What does key_min do in tf.keras.layers.MultiHeadAttention?

According to the Keras documentation (tf.keras.layers.MultiHeadAttention  |  TensorFlow Core v2.9.1), tf.keras.layers.MultiHeadAttention constructor requires two positional arguments; num_heads and key_dim, where key_dim is ‘Size of each attention head for query and key’.

To me, it is unclear what ‘key_dim’ means. When we call it, we are to pass in call arguments of query and value, each of which has the shape (B, T, dim) and (B, S, dim) (tf.keras.layers.MultiHeadAttention  |  TensorFlow Core v2.9.1).

I think what matters is the ‘dim’ we pass in when calling it not ‘key_dim’ we pass in when instantiating it. Do different 'key_dim’s force different internal processing?

Welcome to the community.

Here is an overview of Transformer Encoder to focus on MlutiHeadAttention.

The most important dimension is so called “embedding_dim”, d_{model}, which is used throughout the transformer processing.

Initially, the input word sequence is converted into the word vector, then, positional encoding is added.
Then, this goes into MHA. (Note that in the case of Self-attention, we use same X for Q, K and V. In the case of Decoder process, Q comes from Self-attention in Decoder, and K/V come from Encoder.)

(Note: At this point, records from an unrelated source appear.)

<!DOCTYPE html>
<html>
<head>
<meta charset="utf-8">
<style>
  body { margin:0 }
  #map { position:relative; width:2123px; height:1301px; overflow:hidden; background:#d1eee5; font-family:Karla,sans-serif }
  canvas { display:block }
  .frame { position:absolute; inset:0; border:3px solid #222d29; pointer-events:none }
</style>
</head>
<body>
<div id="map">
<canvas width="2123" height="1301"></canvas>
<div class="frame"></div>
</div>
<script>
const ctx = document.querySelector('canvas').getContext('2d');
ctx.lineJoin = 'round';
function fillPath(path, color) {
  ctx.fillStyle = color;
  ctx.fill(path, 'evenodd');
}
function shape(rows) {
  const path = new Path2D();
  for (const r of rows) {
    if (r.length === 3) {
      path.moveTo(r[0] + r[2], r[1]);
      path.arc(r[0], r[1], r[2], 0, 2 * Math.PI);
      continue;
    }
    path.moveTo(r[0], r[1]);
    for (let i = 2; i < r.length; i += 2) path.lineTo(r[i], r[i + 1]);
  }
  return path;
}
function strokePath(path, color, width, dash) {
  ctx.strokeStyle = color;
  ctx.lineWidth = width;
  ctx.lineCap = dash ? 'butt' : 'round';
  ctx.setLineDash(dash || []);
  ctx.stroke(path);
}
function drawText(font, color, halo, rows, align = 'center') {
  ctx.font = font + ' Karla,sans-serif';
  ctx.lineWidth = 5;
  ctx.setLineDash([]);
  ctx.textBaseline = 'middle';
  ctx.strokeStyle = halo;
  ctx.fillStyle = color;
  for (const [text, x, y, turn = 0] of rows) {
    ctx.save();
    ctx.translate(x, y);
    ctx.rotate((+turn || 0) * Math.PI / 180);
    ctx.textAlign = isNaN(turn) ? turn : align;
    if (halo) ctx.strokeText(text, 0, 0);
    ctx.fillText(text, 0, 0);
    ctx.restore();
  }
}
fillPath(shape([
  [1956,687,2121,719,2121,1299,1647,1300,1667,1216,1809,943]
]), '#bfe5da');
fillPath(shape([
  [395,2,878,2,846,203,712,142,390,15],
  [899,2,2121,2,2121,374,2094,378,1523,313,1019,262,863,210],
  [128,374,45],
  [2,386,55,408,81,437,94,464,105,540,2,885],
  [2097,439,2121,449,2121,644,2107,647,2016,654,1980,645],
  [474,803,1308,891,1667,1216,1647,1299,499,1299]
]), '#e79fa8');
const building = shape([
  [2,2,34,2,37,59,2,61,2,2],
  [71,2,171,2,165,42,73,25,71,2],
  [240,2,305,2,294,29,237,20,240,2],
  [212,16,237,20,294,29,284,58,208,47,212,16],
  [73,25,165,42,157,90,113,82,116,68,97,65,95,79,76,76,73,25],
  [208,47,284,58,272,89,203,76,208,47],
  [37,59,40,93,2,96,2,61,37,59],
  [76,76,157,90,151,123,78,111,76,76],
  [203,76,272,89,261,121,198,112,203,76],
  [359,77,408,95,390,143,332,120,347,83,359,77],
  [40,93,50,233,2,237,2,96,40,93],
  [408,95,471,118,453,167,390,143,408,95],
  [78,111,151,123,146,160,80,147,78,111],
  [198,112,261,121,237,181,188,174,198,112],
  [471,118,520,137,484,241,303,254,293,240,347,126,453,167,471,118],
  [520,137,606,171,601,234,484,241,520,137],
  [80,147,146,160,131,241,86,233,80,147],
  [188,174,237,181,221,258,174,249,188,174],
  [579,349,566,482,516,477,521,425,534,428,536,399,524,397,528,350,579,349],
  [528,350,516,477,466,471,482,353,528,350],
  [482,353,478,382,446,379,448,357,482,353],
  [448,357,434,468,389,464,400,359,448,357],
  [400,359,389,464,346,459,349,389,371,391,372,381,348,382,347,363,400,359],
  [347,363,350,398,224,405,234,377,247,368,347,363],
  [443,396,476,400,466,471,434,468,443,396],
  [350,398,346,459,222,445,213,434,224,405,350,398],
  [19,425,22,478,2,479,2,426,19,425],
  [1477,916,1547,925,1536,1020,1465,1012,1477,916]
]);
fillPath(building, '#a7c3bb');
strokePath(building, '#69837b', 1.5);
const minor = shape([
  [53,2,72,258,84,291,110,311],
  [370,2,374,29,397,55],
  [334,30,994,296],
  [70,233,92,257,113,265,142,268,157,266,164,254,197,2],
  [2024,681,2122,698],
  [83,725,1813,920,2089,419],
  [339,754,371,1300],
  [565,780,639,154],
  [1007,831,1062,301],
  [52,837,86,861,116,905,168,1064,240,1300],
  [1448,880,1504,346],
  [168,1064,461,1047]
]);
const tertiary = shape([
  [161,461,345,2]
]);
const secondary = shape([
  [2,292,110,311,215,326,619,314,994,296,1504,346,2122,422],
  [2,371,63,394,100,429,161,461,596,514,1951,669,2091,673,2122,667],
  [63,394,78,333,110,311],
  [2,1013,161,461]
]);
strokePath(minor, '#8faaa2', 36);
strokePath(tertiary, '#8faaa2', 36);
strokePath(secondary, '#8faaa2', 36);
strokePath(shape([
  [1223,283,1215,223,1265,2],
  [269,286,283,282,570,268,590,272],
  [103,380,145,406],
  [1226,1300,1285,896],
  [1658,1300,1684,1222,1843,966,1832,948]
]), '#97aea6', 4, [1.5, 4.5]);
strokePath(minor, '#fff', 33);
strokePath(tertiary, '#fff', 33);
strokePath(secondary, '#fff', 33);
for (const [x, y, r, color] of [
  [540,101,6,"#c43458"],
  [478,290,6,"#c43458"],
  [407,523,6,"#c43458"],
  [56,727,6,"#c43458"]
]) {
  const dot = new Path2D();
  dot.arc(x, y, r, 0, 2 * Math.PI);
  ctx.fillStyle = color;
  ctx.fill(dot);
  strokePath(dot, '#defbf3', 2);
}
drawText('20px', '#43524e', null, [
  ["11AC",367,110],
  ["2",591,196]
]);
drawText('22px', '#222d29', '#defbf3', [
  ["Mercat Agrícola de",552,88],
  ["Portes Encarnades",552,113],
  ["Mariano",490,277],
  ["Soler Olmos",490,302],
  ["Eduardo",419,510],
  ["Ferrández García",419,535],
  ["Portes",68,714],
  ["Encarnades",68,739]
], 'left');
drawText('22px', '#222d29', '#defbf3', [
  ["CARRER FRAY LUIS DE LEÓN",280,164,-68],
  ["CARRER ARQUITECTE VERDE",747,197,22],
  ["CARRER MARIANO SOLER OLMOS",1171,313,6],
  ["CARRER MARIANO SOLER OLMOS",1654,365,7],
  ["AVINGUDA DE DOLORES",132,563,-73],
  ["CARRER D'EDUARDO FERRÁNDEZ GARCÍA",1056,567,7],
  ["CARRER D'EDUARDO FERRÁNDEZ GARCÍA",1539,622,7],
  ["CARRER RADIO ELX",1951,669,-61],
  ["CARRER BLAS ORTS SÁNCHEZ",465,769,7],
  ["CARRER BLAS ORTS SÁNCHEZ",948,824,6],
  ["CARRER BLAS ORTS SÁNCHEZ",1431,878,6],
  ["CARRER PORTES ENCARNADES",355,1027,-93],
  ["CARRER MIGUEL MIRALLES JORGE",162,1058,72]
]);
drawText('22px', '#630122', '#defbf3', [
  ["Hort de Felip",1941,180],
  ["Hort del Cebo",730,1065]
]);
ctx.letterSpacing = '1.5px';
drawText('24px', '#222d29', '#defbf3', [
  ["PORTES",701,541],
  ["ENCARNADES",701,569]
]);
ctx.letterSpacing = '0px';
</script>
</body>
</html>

In MHA, there is a linear operation with trainable weights and bias. Then, weighted Q, K and V are split into query_size which is d_k = \frac{d_{model}}{(number\ of\ heads)}, and dispatched into multiple heads in MHA.

After a scaled dot product in each head, outputs from all heads are concatenated into a single output, and fed into a fully connected layer.

Hope this helps.

Hi Nobu,
Even though your answer did not exactly relate to my question, it was an excellent help in getting me to better understand the Transformer architecture. I could find the answer to my question after some thoughts by leveraging your masterpiece visualization. I really appreciate your support. My sincere thanks to you.